**What is expected:** Find every line below where the string "labels" shows up, and copy those lines.

**Data listing:**
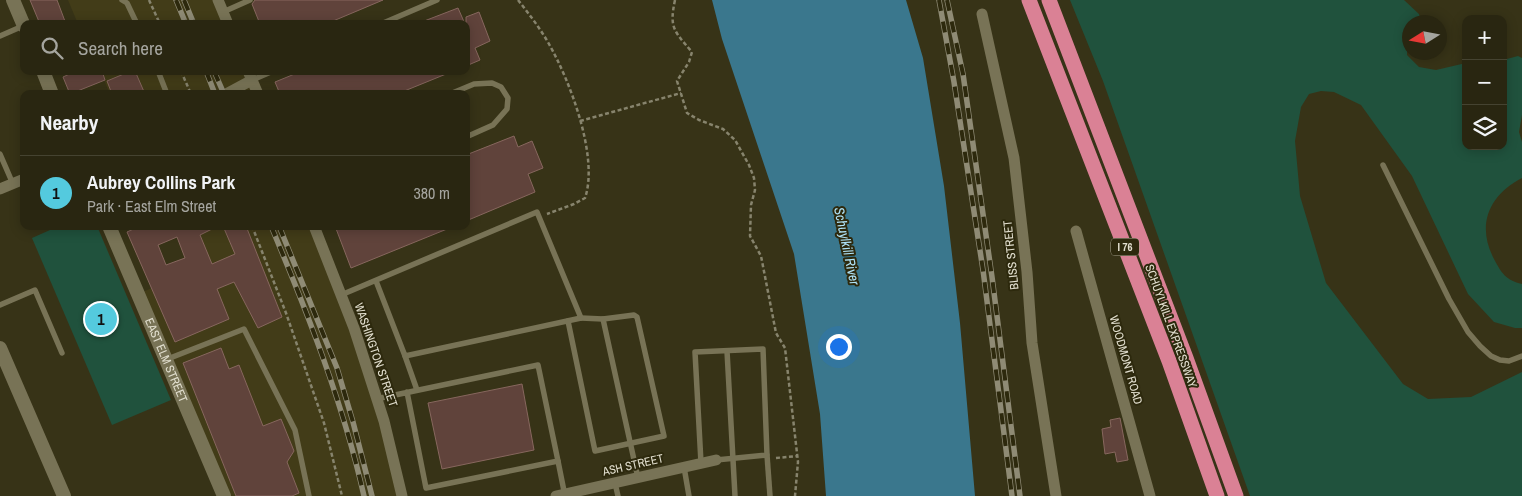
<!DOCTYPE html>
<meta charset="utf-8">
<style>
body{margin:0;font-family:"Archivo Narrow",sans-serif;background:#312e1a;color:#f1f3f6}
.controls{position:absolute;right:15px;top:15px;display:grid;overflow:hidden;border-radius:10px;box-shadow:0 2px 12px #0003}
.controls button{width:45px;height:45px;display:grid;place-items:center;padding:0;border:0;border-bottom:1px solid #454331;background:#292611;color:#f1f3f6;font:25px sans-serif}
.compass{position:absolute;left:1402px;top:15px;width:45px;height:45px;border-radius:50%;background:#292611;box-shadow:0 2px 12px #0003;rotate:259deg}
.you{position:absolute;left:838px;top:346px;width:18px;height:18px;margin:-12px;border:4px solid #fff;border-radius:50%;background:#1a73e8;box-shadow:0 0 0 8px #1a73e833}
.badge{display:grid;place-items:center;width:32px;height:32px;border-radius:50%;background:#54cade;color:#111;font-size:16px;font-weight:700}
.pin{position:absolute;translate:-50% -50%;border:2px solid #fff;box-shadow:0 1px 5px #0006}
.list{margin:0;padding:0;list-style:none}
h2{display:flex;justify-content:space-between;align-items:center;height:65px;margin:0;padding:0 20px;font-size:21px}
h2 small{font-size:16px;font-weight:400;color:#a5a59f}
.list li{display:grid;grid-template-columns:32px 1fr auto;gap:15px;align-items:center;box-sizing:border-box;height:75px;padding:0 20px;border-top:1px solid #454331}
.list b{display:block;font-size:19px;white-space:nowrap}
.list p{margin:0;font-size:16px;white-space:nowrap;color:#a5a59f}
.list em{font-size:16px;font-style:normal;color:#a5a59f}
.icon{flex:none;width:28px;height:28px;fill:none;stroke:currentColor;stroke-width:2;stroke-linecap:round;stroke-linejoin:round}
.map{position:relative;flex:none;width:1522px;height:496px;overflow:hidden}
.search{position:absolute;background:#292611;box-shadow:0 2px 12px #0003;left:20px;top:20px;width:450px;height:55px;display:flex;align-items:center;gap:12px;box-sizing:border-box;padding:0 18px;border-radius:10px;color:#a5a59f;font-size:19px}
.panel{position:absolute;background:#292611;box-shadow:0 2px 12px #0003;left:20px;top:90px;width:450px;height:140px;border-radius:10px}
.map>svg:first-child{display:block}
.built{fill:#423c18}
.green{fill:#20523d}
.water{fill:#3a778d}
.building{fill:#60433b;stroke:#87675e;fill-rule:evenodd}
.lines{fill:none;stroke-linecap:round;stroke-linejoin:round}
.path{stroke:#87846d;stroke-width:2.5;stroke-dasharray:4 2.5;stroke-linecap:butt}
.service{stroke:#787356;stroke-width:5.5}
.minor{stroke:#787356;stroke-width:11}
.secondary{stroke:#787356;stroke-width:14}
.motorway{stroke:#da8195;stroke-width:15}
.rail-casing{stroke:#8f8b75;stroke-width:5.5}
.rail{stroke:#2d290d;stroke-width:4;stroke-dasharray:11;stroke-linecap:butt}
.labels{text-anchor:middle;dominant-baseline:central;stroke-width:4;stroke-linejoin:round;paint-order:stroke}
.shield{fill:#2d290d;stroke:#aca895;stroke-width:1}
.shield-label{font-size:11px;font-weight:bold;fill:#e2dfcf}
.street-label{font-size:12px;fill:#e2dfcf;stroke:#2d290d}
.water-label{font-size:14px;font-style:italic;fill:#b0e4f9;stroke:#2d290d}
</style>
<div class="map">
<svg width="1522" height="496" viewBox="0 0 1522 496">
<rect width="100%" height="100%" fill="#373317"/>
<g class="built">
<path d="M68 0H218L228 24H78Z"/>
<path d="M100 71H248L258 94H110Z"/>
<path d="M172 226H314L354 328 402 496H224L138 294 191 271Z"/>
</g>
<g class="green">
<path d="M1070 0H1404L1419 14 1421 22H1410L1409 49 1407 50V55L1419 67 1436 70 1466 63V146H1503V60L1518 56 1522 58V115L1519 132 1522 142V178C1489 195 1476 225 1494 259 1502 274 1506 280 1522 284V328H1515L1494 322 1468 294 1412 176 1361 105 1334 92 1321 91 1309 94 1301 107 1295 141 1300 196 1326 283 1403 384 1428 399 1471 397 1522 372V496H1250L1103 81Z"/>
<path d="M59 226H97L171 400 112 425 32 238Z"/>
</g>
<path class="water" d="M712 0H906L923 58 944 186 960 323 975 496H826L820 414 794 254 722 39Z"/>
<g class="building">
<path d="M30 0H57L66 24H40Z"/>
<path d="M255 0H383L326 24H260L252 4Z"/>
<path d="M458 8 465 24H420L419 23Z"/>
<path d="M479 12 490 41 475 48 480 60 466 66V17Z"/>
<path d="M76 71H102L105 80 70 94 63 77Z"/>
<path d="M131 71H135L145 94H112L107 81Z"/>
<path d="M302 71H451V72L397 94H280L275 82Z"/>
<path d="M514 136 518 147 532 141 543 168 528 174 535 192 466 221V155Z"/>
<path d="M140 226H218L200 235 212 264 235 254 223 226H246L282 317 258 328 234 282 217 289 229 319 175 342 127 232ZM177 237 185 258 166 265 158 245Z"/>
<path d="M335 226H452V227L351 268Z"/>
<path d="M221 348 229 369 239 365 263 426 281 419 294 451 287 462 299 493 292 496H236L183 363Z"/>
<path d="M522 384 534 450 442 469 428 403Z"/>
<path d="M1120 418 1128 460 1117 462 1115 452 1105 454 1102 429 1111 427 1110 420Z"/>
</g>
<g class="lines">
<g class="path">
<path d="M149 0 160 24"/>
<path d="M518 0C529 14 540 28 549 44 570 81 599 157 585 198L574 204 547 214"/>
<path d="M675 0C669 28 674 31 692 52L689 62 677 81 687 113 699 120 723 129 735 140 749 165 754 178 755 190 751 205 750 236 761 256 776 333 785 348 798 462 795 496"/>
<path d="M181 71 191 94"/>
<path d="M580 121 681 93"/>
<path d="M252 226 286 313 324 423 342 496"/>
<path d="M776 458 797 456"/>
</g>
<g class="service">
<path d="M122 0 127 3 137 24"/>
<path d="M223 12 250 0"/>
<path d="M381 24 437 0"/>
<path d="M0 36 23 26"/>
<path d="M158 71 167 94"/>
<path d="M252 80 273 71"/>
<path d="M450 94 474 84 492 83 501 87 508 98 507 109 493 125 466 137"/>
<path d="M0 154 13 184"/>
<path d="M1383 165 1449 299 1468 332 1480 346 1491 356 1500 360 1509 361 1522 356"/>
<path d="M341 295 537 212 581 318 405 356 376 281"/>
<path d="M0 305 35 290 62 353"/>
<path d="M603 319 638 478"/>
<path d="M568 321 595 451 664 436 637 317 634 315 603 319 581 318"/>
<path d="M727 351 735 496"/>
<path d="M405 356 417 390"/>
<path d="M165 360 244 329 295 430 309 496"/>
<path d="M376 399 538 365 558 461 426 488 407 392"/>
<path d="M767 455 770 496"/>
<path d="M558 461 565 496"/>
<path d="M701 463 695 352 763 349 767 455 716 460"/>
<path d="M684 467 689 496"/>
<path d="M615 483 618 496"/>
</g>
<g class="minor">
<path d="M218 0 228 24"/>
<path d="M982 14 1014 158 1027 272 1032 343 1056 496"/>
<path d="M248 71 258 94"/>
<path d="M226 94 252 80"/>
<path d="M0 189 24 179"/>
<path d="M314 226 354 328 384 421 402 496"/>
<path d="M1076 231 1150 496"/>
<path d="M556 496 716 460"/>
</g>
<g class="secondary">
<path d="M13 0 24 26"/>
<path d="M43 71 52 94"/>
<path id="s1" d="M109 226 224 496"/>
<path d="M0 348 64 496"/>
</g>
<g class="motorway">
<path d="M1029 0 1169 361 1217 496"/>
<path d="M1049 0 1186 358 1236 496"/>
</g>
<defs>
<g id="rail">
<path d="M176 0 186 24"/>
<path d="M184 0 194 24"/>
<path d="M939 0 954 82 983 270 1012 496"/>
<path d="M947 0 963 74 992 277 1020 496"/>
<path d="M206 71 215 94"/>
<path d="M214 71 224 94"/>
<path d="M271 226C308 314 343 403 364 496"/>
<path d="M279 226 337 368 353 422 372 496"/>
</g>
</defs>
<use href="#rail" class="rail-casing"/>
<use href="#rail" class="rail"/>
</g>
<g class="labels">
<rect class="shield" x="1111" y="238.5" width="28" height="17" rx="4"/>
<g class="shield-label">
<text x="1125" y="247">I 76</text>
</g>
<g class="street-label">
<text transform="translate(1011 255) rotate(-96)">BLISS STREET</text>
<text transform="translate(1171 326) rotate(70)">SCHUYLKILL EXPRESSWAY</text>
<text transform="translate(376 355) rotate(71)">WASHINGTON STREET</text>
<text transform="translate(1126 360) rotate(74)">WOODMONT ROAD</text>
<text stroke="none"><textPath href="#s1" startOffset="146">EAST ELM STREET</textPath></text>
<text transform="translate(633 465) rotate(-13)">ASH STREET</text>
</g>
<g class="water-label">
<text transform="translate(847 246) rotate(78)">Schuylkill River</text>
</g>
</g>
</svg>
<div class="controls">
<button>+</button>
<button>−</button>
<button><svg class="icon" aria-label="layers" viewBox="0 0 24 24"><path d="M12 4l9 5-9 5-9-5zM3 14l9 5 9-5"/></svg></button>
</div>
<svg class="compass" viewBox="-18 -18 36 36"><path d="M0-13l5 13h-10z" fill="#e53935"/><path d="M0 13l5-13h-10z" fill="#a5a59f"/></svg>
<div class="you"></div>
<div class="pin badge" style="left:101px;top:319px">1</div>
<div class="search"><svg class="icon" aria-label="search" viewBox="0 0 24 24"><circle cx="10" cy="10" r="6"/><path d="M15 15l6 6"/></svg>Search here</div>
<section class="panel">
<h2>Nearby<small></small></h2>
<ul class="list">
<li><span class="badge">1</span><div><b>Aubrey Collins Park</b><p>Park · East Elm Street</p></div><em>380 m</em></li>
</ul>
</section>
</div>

**Answer:**
.labels{text-anchor:middle;dominant-baseline:central;stroke-width:4;stroke-linejoin:round;paint-order:stroke}
<g class="labels">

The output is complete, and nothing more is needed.